I teach Hamlet frequently, so I certainly agree with the many critics who consider it to be one of the touchstones of literature. Indeed, the play goes to the heart of what makes us human. For example, this review of the new book Stay Illusion!, by Simon Critchley and Jamieson Webster, discusses Hamlet’s impact on Sigmund Freud, who, of course, was also thinking about what makes us human. As its author, Joshua Rothman, blogging for the New Yorker, says:
Watching “Hamlet,” we think that it’s about revenge—a familiar, safe subject. In fact, “Hamlet” is about desire. The real engine of the play is Oedipal.
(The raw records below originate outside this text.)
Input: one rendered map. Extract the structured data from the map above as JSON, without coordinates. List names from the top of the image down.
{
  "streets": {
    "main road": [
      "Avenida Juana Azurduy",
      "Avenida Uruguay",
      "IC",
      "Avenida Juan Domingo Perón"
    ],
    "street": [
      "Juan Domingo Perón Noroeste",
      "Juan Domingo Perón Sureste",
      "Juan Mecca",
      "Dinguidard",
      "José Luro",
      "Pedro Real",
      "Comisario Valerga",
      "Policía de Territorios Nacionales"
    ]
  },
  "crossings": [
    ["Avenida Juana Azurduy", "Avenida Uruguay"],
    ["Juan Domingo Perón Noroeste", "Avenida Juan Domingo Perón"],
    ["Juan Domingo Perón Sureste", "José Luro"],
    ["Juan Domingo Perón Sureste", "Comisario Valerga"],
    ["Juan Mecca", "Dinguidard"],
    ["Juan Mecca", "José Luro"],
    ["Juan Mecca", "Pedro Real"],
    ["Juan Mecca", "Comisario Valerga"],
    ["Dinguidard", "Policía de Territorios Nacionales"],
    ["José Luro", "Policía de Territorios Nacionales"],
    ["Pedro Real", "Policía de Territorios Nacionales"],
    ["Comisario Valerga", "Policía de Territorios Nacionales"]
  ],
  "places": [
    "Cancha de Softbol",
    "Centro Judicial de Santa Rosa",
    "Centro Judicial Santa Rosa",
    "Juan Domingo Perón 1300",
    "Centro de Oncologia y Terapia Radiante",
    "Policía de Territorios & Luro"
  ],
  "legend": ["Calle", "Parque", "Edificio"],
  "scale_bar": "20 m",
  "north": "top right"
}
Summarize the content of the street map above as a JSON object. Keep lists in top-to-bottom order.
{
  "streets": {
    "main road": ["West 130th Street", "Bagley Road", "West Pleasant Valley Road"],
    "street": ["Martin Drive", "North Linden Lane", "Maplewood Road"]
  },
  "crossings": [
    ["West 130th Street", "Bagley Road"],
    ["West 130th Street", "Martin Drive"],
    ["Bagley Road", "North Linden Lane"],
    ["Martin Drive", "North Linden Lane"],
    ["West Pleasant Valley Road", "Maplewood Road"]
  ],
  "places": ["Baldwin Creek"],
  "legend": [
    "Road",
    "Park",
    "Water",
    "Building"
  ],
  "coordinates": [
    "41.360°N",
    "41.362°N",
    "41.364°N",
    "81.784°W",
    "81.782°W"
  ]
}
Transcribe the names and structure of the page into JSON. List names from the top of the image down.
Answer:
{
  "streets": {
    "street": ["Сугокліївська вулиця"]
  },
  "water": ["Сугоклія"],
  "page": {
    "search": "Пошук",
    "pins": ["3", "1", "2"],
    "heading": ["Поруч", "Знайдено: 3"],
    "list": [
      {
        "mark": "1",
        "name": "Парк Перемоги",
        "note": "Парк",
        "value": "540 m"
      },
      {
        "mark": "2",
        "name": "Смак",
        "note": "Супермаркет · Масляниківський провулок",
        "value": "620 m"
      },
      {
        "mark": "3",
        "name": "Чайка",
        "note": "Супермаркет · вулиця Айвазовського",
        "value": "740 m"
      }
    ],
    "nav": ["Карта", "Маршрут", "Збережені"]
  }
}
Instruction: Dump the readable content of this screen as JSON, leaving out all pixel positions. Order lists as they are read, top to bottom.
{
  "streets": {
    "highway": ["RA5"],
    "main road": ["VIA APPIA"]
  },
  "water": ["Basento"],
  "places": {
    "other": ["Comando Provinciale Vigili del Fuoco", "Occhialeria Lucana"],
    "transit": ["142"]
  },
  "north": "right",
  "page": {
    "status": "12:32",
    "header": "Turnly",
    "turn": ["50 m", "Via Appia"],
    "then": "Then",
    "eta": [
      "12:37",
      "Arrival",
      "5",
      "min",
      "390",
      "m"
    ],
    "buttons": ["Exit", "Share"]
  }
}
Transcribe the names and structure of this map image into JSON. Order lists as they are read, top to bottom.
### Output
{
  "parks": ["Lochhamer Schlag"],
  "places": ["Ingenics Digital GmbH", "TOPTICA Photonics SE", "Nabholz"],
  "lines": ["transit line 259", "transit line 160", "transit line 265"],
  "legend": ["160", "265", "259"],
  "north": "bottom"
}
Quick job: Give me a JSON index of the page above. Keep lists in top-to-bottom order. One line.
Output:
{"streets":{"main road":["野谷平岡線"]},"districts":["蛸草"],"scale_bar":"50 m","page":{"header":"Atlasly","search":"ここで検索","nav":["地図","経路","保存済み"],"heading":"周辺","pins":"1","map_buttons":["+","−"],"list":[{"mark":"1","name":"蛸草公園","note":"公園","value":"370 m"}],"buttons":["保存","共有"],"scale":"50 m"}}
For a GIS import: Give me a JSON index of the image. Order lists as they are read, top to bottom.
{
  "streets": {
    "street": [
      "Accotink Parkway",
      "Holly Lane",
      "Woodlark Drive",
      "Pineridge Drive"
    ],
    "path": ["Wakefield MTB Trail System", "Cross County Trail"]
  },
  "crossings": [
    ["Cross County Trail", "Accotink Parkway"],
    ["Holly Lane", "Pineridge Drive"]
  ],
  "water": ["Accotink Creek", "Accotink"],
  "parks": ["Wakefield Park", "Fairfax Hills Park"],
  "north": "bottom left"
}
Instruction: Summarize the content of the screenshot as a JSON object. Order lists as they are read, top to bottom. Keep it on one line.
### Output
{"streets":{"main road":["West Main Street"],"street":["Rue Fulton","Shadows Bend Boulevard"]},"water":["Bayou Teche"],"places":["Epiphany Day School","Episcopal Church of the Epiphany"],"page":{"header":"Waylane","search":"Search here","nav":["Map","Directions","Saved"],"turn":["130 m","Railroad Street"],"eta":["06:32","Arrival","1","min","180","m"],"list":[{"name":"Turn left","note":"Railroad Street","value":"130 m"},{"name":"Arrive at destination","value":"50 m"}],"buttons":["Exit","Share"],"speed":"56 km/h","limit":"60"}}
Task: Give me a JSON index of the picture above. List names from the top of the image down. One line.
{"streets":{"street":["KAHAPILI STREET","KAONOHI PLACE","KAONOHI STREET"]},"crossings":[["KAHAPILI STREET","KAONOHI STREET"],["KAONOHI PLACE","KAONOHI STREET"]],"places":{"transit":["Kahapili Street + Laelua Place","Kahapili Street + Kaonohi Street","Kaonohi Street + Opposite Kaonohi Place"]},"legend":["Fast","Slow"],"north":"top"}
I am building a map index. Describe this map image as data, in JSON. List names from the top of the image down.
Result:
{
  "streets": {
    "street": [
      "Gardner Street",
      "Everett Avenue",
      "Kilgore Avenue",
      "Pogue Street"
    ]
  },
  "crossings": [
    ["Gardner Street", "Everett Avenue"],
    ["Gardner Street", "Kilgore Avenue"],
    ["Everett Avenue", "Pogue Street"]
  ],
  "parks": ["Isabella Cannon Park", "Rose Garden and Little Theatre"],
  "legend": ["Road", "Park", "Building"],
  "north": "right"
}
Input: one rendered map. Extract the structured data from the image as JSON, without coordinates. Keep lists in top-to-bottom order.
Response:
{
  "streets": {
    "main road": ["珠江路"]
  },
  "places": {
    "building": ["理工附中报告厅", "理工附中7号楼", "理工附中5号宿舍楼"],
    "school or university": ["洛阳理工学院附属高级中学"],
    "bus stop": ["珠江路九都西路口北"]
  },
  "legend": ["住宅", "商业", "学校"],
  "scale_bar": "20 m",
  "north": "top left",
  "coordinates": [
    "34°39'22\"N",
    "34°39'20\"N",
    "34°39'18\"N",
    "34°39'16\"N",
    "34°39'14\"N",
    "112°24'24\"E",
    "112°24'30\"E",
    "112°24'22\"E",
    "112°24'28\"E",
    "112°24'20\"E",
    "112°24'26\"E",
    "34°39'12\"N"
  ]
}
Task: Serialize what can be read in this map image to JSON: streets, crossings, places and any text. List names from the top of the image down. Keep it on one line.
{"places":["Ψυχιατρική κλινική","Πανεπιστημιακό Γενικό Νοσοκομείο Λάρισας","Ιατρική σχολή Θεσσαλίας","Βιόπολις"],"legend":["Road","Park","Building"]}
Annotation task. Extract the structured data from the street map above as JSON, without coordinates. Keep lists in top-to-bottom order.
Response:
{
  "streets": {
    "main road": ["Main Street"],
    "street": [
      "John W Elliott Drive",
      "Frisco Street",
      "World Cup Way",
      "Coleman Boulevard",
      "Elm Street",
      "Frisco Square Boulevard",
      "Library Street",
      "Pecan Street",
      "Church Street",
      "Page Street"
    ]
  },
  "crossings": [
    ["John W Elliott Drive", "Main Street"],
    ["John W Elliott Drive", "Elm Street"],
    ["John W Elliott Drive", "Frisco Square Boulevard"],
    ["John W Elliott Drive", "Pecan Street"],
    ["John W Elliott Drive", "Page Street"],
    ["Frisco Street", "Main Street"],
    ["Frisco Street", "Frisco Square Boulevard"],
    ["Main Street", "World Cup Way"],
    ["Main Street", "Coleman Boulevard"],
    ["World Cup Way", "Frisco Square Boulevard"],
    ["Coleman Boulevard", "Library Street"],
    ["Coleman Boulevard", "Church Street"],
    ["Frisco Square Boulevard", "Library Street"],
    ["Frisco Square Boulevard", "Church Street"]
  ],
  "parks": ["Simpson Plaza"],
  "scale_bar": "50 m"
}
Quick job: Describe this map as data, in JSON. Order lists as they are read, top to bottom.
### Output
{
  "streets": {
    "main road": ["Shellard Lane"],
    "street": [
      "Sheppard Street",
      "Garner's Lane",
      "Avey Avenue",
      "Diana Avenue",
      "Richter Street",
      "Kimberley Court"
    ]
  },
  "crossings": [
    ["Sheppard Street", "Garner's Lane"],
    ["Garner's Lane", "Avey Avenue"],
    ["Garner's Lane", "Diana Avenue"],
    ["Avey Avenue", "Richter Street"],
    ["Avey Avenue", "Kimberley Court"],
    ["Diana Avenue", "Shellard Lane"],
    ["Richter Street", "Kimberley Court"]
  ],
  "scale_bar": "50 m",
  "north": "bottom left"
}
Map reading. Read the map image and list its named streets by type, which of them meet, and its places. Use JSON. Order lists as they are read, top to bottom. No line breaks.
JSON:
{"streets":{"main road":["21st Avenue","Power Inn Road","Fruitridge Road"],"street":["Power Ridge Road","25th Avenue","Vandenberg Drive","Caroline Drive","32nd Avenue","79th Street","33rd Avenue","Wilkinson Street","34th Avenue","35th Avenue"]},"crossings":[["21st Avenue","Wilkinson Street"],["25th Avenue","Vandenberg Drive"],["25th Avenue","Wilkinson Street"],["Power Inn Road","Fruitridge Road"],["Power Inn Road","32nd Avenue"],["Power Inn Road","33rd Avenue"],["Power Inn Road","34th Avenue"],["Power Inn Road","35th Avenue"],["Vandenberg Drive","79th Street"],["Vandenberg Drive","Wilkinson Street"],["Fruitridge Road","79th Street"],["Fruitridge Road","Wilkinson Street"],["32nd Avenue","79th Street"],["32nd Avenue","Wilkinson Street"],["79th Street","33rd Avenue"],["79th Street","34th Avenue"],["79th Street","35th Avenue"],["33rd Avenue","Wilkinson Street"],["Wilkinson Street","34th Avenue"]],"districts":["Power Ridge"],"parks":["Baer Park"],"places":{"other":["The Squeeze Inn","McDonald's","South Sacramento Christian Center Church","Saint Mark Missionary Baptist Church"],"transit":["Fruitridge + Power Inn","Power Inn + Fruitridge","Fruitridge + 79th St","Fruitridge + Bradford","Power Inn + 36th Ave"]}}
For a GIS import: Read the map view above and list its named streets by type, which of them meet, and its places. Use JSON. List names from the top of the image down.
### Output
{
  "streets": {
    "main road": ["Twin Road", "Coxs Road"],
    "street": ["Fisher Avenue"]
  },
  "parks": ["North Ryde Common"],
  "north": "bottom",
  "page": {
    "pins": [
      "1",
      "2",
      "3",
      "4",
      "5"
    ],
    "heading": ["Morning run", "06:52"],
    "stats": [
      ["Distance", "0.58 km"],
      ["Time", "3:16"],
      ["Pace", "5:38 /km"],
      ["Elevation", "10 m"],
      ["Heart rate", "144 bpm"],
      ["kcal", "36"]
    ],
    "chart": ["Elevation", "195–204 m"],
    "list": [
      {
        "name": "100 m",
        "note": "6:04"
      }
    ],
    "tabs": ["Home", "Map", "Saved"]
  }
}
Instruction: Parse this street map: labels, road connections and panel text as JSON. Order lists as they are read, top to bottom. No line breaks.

Caught up in Hamlet’s quest to kill Claudius—and reassured by his self-censure—we can safely, and perhaps unconsciously, explore those desires. Freud thought that prudery and denial had for centuries prevented critics from acknowledging the play’s propulsive undercurrent, which, he believed, the new psychoanalytic vocabulary made it possible to acknowledge. “The conflict in ‘Hamlet’ is so effectively concealed,” he wrote, “that it was left to me to unearth it.”
Later, Rothberg adds:
They [Webster and Critchley] incline toward the Freudian reading of “Hamlet,” which holds that Hamlet delays because he feels guilty. Hamlet’s problem, they argue, isn’t really that he’s hesitant about violence. Rather, it’s that the possibility of being violent fills him with shame. In “Hamlet,” they write, shame is pervasive; it has settled on Elsinore like a fog. For Freud, Hamlet’s shame has to do with his Oedipal desires. But for Webster and Critchley it’s more abstract. It has to do with the shame of needing to love, the shame about the emptiness that, they hold, is at the center of the experience of love.